→ **EXERCISE OBJECTIVE**
Count every line in the data below where the word "currentColor" appears, then state only that count.

[Data records]
= = = = = = =

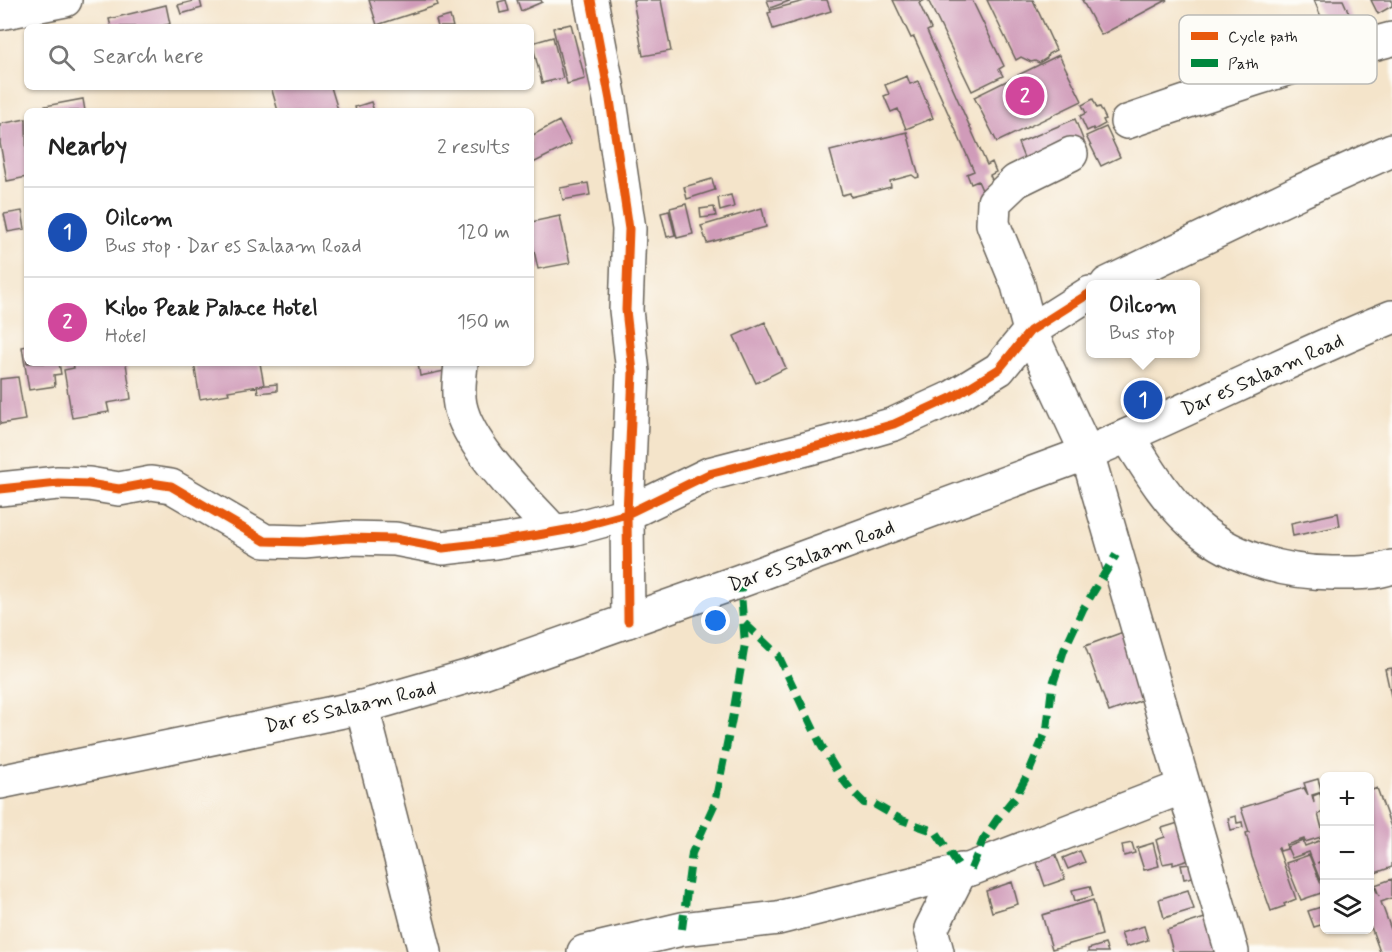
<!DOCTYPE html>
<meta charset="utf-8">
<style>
:root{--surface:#fff;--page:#f6f6f6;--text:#222;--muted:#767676;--line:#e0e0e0;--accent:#1f6fb2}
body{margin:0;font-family:Mynerve,sans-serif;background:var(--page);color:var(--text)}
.controls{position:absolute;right:18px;bottom:18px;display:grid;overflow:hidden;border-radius:9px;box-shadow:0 2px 4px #0004}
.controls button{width:54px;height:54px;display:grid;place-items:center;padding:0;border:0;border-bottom:2px solid var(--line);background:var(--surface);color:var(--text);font:30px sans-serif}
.you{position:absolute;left:716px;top:621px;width:21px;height:21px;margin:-15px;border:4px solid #fff;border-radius:50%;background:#1a73e8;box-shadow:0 0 0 9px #1a73e833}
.badge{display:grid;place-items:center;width:39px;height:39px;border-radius:50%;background:var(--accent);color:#fff;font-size:20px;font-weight:700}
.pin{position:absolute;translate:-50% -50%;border:3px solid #fff;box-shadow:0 2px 6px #0006}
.popup{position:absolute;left:1086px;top:280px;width:114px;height:78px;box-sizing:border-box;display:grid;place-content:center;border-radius:9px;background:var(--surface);filter:drop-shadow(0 2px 4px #0005);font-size:20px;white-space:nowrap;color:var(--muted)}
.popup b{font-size:22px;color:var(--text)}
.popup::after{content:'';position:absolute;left:50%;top:100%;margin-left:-12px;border:12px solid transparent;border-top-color:var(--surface)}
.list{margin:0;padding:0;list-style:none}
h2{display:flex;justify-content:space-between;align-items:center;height:78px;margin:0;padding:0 24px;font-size:26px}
h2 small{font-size:20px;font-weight:400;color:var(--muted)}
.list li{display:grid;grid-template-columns:39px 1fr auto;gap:18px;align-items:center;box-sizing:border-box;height:90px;padding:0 24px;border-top:2px solid var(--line)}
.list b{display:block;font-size:22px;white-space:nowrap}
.list p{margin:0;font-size:20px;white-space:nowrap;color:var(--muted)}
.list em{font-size:20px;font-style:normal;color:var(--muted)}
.icon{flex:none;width:33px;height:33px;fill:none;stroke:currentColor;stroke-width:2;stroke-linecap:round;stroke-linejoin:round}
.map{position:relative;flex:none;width:1392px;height:952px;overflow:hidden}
.search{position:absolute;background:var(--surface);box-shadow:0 2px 4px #0004;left:24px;top:24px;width:510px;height:66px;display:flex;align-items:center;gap:15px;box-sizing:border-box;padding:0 21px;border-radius:9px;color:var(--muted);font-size:22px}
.panel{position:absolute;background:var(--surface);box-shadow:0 2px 4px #0004;left:24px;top:108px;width:510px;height:258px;border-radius:9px}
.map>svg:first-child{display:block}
.building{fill:#d09bb9}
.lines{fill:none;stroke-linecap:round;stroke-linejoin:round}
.minor-casing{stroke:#686259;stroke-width:36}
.highway-casing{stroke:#686259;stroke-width:36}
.minor{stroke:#fff;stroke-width:33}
.highway{stroke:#fff;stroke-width:33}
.quiet{stroke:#00873e;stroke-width:8;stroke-dasharray:15 8;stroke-linecap:butt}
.cycleway-casing{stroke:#fdfcf7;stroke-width:13}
.cycleway{stroke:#e8590c;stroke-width:9}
.labels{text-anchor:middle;stroke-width:5;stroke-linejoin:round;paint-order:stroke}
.street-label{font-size:20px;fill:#1c1c1c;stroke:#fdfcf7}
.key{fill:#fdfcf7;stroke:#bab9b5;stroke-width:1.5}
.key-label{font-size:16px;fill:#1c1c1c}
</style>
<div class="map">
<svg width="1392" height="952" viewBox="0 0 1392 952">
<rect width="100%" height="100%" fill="#fdfcf7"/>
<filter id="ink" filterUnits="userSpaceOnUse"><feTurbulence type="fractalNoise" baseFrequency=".0167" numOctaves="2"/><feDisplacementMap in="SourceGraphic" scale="12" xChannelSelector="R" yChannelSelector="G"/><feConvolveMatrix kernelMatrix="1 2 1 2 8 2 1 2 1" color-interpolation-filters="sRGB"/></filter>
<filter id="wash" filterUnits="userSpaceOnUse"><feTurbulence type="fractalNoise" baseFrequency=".008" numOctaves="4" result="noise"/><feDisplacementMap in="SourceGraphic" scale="24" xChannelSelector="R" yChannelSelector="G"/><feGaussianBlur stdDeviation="1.35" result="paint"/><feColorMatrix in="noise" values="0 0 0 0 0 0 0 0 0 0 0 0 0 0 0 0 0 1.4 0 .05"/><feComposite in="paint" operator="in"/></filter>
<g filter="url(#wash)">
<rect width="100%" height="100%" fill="#f4e4ca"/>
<g id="blocks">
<path class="building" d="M197,0H200L202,8L181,14L178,5Z
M369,0H436L438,5L377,25Z
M506,0L509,11L500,13L498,2Z
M517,0H541L542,2L521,11Z
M633,0H661L671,51L643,56Z
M767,0H792L770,8Z
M808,0H827L831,11L773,29L768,13L771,12L770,10Z
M893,0H925L919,3L931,29L927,31L987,165L992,162L996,172L990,175L997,192L985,197L978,181L971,184L967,174L974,171L914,37L911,38Z
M928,0H972L1004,66L999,69L1003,76L972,91Z
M987,0H1033L1056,50L1048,54L1047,58L1039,63L1035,61L1031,62L1021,57L1016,60Z
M1082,0H1167L1101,35Z
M1314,0H1343L1352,20L1327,31Z
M1371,0H1392V6L1378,14Z
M166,5L170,24L158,27H111L109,19Z
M450,16L453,27H438L436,20Z
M571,24L585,79L567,84L553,28Z
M553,37L563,78L542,83L532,43Z
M1059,55L1082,101L997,142L974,97Z
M907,76L910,84L918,81L933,118L906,129L898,109L891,112L884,96L889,94L885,85Z
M271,87H331L338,110L278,111Z
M83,99L85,111H46L45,106Z
M1093,99L1097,108L1100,107L1106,119L1103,120L1105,124L1094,130L1093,128L1087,131L1080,116L1086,113L1082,105Z
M371,102L374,111H356L355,107Z
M26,119L27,177L7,181L0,143V124Z
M1075,119L1084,142L1031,163L1028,156L1024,158L1018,143Z
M559,121L571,144L531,164V136Z
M1106,127L1120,157L1101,166L1086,136Z
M907,132L919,177L916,178L912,175L890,181L891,187L851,197L850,193L842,195L830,151Z
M712,179L715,190L687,199L684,187Z
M588,183L590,195L563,200L560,188Z
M731,195L734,207L720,211L718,198Z
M686,204L693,234L677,238L670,208Z
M714,207L716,216L701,218L700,209Z
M762,208L766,227L707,243L701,226Z
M22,211L25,229L8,232L4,214Z
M669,211L675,235L667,237L661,213Z
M560,216L570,263L538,269L531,237V222Z
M765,322L786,368L756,383L734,336Z
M27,346V363H59L61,374L54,375L55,386L29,390L22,347Z
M73,363H126L131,399L107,403L109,412L72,418L64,370L74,368Z
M194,363H260L264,385L228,391L229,394L200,399Z
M418,363H458L459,368L420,376Z
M18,377L25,420L0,424V379Z
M277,384V391L258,393L257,386Z
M1338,513L1340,526L1293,536L1291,523Z
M1126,631L1150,697L1109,712L1085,646Z
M1392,668V696H1391L1385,669Z
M1318,779L1322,792L1312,795L1314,803L1313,796L1320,793L1324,806V812L1318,814L1324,836L1305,842L1304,839L1286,845V843L1287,849L1280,851L1279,848H1278L1296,899L1284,904L1285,906L1271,911L1252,857L1246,833L1249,832L1241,808L1304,788L1308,795L1304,783Z
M1377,788L1392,830V867L1370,875V791Z
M1236,816L1237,823L1242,822L1243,827L1231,830L1228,818Z
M1188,820L1199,857L1173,865V862L1163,864L1156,840L1165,837L1162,828Z
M1324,839V860L1317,863L1324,861V872L1322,873L1324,879L1320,880L1309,852L1292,858L1287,847L1303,841L1305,846Z
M1132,843L1135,853L1124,856L1122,845Z
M1153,843L1159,866L1144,870L1137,848Z
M1080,851L1085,862L1068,869L1063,858Z
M1055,853L1065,879L1045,886L1036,860Z
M1309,855L1324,892L1301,900L1286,863Z
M1192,864L1193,877L1184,879L1181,865Z
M1392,879V898L1381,902L1392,932V952H1380L1370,924V888L1374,886L1379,896L1375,885Z
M1012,882L1018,904L992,912L986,891Z
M1090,886L1093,896L1075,901L1072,890Z
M1188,890L1194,909L1164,918L1159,899Z
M1093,900L1102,935L1052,949L1042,915Z
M1324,906V924L1314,927L1308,911Z
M1208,917L1219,952H1173L1167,930Z
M1144,926L1148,940L1126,947L1121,933Z
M1105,944L1108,952H1088V949Z"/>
</g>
</g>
<g filter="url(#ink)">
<use href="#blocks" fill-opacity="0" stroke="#686259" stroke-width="1.5"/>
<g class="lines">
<g class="minor-casing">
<path id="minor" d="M591,0L610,100L629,229L626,310L633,372L627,514L628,621
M0,13L65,0
M1127,122C1214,92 1302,62 1392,39
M1071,154L1016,181L994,202L993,224L1018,285L1030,331L1087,453L1232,952
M1107,284L1301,191L1392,150
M461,363C460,377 457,391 460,405C468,446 526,501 554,532
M1127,436C1146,465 1164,497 1190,521C1227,557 1283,573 1333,573C1353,573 1373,574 1392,567
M0,489L58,483L89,484L119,489L151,483L171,486L265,541L304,542L348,538L395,539L443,548L495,542L538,535L572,529L627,514L709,474L825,444L894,424L953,397L999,369L1030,331L1090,293
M362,707L425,952
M584,952L682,929L778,918L971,869L1183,787
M937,952L931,929L961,870"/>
</g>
<g class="highway-casing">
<path id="highway" d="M0,782L362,707L480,673L740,581L1087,453C1189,410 1289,359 1392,317"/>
</g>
<use href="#minor" class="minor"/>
<use href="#highway" class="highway"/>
<path class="quiet" d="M744,623L778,655L821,745L838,773L851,790L864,803L874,804L902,820L936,832L961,870
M971,869L983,840L998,818L1016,796L1029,772L1047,729L1052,687L1064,650L1083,609L1116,555
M682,929L692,853L715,803L733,714L745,644L740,581"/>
<g class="cycleway-casing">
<path id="cycleway" d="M591,0L610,100L629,229L626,310L633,372L627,514L628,621
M0,489L58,483L89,484L119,489L151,483L171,486L265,541L304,542L348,538L395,539L443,548L495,542L538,535L572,529L627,514L709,474L825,444L894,424L953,397L999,369L1030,331L1090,293"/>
</g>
<use href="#cycleway" class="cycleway"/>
</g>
</g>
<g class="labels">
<g class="street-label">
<text transform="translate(1262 374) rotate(-24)" y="7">Dar es Salaam Road</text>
<text transform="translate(811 555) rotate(-20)" y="7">Dar es Salaam Road</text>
<text transform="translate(350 706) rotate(-13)" y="7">Dar es Salaam Road</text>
</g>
</g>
<rect x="1179" y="15" width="198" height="69" rx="9" class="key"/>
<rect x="1191" y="32" width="27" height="8" fill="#e8590c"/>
<rect x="1191" y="59" width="27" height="8" fill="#00873e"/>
<g class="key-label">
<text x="1228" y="42">Cycle path</text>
<text x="1228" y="69">Path</text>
</g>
</svg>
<div class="controls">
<button>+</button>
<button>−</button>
<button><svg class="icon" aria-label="layers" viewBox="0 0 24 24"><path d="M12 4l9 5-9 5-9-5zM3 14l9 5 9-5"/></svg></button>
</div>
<div class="you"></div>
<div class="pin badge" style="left:1143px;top:400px;background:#1a4fb4">1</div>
<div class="popup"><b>Oilcom</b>Bus stop</div>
<div class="pin badge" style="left:1025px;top:96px;background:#d1479c">2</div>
<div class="search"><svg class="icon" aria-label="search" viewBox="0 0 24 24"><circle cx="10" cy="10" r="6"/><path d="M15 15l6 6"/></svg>Search here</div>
<section class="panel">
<h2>Nearby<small>2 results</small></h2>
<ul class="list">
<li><span class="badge" style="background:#1a4fb4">1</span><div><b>Oilcom</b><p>Bus stop · Dar es Salaam Road</p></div><em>120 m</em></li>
<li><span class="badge" style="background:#d1479c">2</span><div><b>Kibo Peak Palace Hotel</b><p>Hotel</p></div><em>150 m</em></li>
</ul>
</section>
</div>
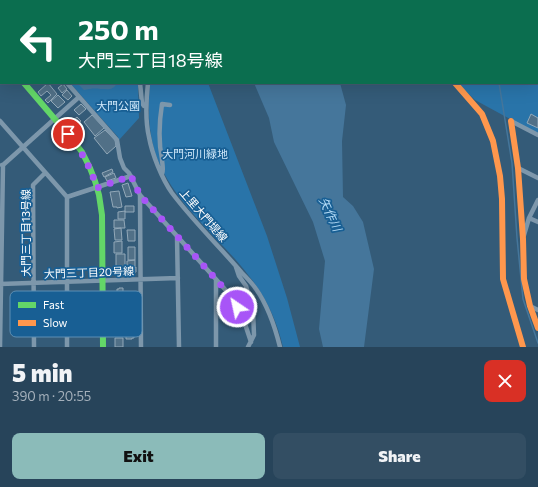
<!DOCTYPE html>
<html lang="en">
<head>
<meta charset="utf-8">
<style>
  body { margin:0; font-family:Commissioner,"Noto Sans JP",sans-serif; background:#334e63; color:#f1f3f6; height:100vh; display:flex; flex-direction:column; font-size:15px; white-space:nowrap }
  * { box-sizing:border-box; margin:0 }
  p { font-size:13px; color:#a4b0bb }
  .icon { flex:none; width:22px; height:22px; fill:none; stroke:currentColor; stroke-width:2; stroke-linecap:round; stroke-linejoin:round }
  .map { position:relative; height:347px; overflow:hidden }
  .sheet { display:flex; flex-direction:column; background:#27445a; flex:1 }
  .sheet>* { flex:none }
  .guide { position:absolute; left:0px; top:0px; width:538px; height:84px; box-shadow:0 4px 16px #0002,0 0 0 1px #435c70; background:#0b6e4f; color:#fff; overflow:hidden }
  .pin { position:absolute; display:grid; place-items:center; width:34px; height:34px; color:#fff; margin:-17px; border:2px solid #fff; border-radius:50%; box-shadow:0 1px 4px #0007 }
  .me { position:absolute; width:44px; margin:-22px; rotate:326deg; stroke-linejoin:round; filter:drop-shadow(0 0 3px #0008) }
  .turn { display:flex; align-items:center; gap:14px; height:84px; padding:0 12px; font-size:18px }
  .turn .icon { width:52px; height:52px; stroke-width:2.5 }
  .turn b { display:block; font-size:28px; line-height:34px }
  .round { display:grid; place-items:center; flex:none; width:42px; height:42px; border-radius:8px; background:#334e63 }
  .headline { display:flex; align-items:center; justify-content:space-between; height:68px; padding:0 12px }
  h1 { font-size:24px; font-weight:800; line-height:30px }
  .button { display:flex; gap:8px; margin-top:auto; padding:8px 12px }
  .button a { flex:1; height:46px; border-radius:8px; background:#8bbbb9; color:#111; font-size:16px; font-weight:800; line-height:46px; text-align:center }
  .button a+a { background:#334e63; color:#f1f3f6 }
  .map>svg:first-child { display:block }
  .green { fill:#2974a9 }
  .water { fill:#45769b }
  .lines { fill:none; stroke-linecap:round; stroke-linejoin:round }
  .stream { stroke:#45769b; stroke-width:1.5 }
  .building { fill:#517087; stroke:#92a8b8 }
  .street { stroke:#7d97ab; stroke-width:4.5 }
  .fast { stroke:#63d668; stroke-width:6 }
  .slow { stroke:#ff974d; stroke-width:6 }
  .route { stroke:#a855f7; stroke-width:7; stroke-dasharray:0 12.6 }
  .labels { text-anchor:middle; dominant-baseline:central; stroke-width:3.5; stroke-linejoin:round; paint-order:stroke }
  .park-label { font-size:11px; fill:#d0e9fb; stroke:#185f94 }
  .street-label { font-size:11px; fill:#fff; stroke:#185f94 }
  .water-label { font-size:12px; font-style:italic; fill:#b5dcf7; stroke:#185f94 }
  .key { fill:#185f94; stroke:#5d8fb4; stroke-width:1 }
  .key-label { font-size:11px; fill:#fff }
</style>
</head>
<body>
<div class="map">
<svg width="538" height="347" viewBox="0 0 538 347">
  <rect width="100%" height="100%" fill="#345b78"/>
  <!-- green -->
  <path class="green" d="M415,0h123v134l-63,-34 -18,-17h80v-82h-122z
    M70,83h68l1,35 -20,22 -1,-3z
    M150,83h58l59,153 20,62 13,49h-17c-6,-26 -17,-50 -34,-71 -32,-42 -79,-74 -95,-127 -6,-22 -6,-44 -4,-66z"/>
  <!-- water -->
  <path class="water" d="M77,83h40c-4,8 -9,6 -17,6 -5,-1 -11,0 -16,1z
    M254,83h86l6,22 -4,36 1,56 10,9 10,16 11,47 -10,78h-41l-4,-18 6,-68 -12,-39 -39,-80 -5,-24z"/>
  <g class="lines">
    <!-- stream -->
    <path class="stream" d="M483,0l1,1
      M499,83l13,80 5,75 6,61 15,44"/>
  </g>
  <!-- building -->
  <path class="building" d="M48,83l9,11 -9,9 -3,-3 6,-5 -4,-4 -6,5 -3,-4z
    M63,84l4,5 -5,4 -4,-5z
    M67,90l5,6 -4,4 -6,-5z
    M58,95l7,7 -7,6 -7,-7z
    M81,104l5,5 -7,6 -5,-5z
    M531,114l7,4v10l-11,-5z
    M92,115l12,13 -9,8 -11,-14z
    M77,117l4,4 -6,6 -4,-5z
    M105,130l10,10 1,6 -9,8 -13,-16z
    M112,169l1,3 -9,5 -2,-4z
    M114,173l2,5 -9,3 -2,-4z
    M128,183l4,13 -6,1 -4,-12z
    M119,191l3,16 -5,1v-1h-4l-3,-15z
    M125,206h9v6h-9z
    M125,211v8h-7v-7z
    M114,220h10l1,8h-11z
    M121,228l1,12h-7l-1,-11z
    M127,230h8v11h-7z
    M122,241v12h-8v-11z
    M128,247h7v13h-7z
    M116,254h9v21h-9z
    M135,260v6h-8v-5z
    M129,267h7v5h-7z
    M119,288h4v8h-6v-7h2z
    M134,333v5h-2v1h-6v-5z
    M115,338h8v9h-8z"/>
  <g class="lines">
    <!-- street -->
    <path class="street" d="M149,0v1
      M0,1h18
      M34,1v-1
      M0,64l1,-1
      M67,83l50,57 3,18 4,10 5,5 11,22 91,101 12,22 8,24
      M140,83l2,20 2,3h2
      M148,83c-2,18 -3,37 1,54 3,17 13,42 23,56 21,28 47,53 70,80 5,5 10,10 14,16 12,17 19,38 24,58
      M0,121l67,76
      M511,121l27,14
      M2,165h1l76,-68
      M518,168l20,10
      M162,174c2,-5 0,-10 0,-15 -4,-19 -3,-36 0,-55l8,1
      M140,195l1,152
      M67,197v150
      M67,197l64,-21
      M529,218l9,4
      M524,235l5,-17 9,-18
      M177,237l2,110
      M236,267l3,9 7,10 7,24 1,25 -6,12
      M216,280v67
      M0,284l178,-6
      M530,306l8,4
      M0,347l3,-182
      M34,347l-1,-162 12,-12"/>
    <!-- fast -->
    <path class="fast" d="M0,56l1,1
      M24,83l47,55 11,14 8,16 5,13 4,14 3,20 1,132"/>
    <!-- slow -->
    <path class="slow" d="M409,0v1
      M455,83l27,31 11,27 7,35 2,23 1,80 20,68
      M511,121l7,47 5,71 1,40 6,27 8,22"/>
  </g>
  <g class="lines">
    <!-- route -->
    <path class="route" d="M68,134c14,18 22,32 29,54l34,-12 9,19 91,101 6,11"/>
  </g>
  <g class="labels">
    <!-- park labels -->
    <g class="park-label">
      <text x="118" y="105">大門公園</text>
      <text x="195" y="153">大門河川緑地</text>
    </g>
    <!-- street labels -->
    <g class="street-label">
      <text transform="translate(204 215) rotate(49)">上里大門堤線</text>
      <text transform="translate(25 233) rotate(-90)">大門三丁目13号線</text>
      <text transform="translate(89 272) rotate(-2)">大門三丁目20号線</text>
    </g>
    <!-- water labels -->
    <g class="water-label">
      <text transform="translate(331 214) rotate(65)">矢作川</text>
    </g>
  </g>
  <!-- legend -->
  <rect x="10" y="291" width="132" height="46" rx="6" class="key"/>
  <rect x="18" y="302" width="18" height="6" fill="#63d668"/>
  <rect x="18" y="320" width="18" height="6" fill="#ff974d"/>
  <g class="key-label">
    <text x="43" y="309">Fast</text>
    <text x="43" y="327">Slow</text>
  </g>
</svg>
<div class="pin" style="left:68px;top:134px;background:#d93025"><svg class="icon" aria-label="arrive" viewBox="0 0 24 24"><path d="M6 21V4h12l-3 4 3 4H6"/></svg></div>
<svg class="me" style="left:237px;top:307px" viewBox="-20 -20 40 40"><circle r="17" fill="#a855f7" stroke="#fff" stroke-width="3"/><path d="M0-11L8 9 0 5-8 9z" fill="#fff"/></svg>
<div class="guide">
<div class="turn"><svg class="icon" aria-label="left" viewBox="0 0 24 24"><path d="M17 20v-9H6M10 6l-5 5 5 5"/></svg><div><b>250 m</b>大門三丁目18号線</div></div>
</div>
</div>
<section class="sheet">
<div class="headline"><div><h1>5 min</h1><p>390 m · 20:55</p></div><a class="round" style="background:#d93025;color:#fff"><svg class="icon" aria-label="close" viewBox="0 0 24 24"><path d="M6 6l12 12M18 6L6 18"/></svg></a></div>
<div class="button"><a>Exit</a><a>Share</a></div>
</section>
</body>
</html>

= = = = = = =

→ **RESULT OF THE TASK**
2